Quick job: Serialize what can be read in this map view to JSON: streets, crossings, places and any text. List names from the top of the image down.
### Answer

---

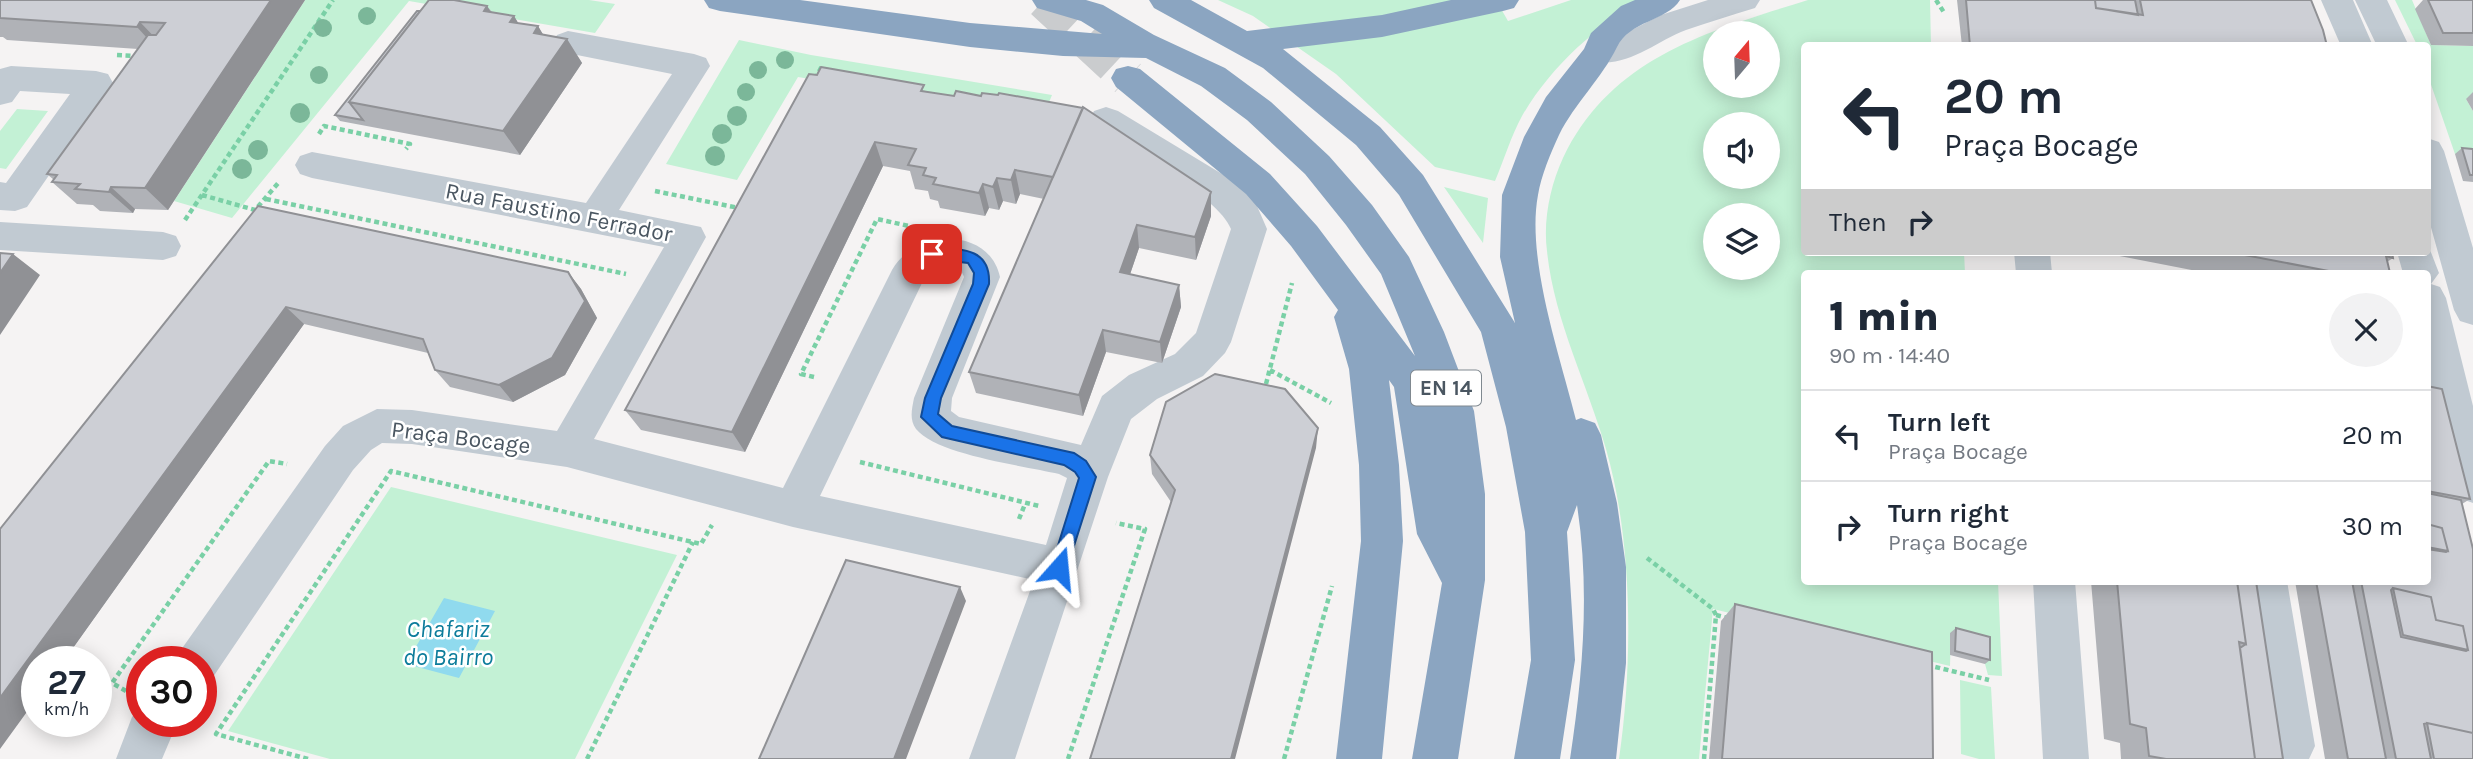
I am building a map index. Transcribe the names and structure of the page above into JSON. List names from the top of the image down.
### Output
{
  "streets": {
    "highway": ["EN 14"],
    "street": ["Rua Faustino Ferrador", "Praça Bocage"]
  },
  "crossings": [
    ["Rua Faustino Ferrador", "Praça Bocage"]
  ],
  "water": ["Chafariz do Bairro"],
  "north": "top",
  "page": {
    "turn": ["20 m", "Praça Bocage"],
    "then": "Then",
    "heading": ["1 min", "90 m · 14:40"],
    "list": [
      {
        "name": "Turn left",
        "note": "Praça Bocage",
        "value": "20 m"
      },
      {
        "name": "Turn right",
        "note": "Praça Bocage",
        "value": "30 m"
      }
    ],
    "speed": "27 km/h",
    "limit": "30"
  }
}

**Task instructions**
Across all the entries, count the lines that contain the word "JSON" and give the number by itself.

**Exercise solution**
2